**DATA SEGMENT**
____________________

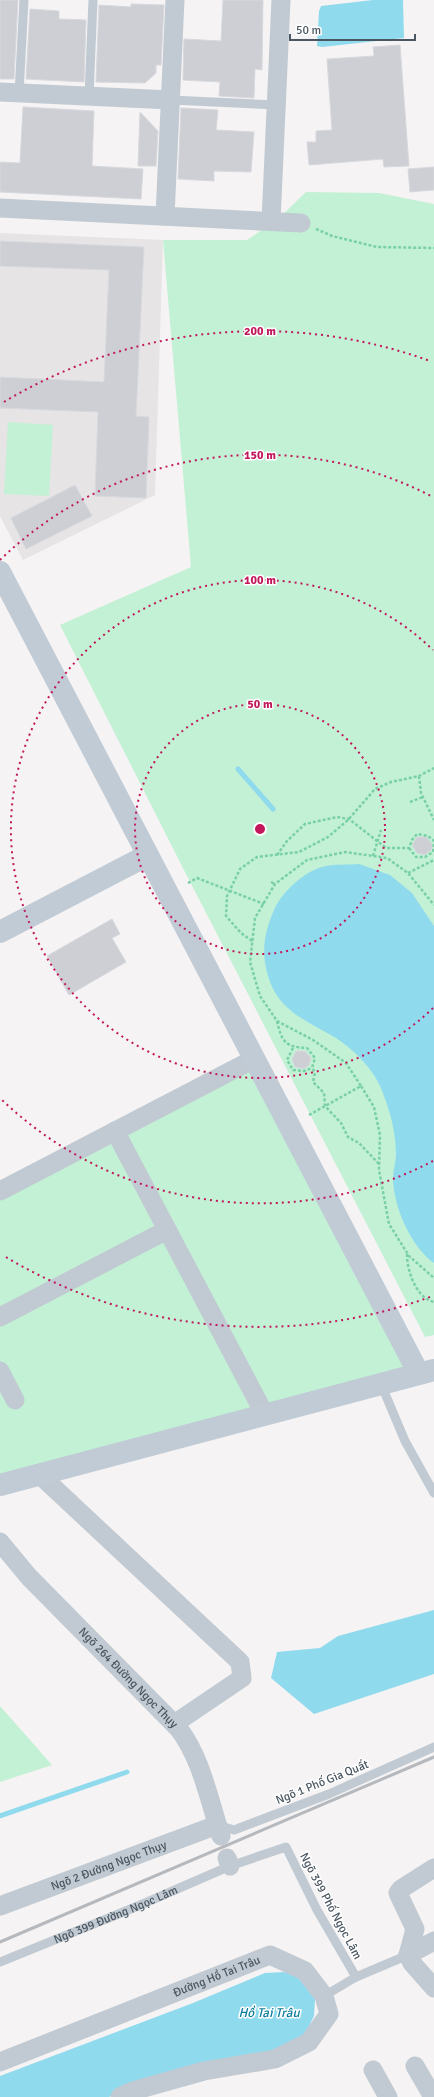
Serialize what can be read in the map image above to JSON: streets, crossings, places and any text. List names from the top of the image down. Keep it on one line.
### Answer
{"streets":{"street":["Ngõ 264 Đường Ngọc Thụy","Ngõ 2 Đường Ngọc Thụy","Đường Hồ Tai Trâu"],"lane":["Ngõ 1 Phố Gia Quất","Ngõ 399 Phố Ngọc Lâm","Ngõ 399 Đường Ngọc Lâm"]},"crossings":[["Ngõ 264 Đường Ngọc Thụy","Ngõ 1 Phố Gia Quất"],["Ngõ 264 Đường Ngọc Thụy","Ngõ 2 Đường Ngọc Thụy"],["Ngõ 1 Phố Gia Quất","Ngõ 2 Đường Ngọc Thụy"],["Ngõ 399 Phố Ngọc Lâm","Ngõ 399 Đường Ngọc Lâm"]],"water":["Hồ Tai Trâu"],"scale_bar":"50 m","rings":["200 m","150 m","100 m","50 m"]}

____________________

**ACTIVITY**
All of the material above must be given again verbatim, except for the pictures.

**OUTPUT BELOW**
Serialize what can be read in the map image above to JSON: streets, crossings, places and any text. List names from the top of the image down. Keep it on one line.
### Answer
{"streets":{"street":["Ngõ 264 Đường Ngọc Thụy","Ngõ 2 Đường Ngọc Thụy","Đường Hồ Tai Trâu"],"lane":["Ngõ 1 Phố Gia Quất","Ngõ 399 Phố Ngọc Lâm","Ngõ 399 Đường Ngọc Lâm"]},"crossings":[["Ngõ 264 Đường Ngọc Thụy","Ngõ 1 Phố Gia Quất"],["Ngõ 264 Đường Ngọc Thụy","Ngõ 2 Đường Ngọc Thụy"],["Ngõ 1 Phố Gia Quất","Ngõ 2 Đường Ngọc Thụy"],["Ngõ 399 Phố Ngọc Lâm","Ngõ 399 Đường Ngọc Lâm"]],"water":["Hồ Tai Trâu"],"scale_bar":"50 m","rings":["200 m","150 m","100 m","50 m"]}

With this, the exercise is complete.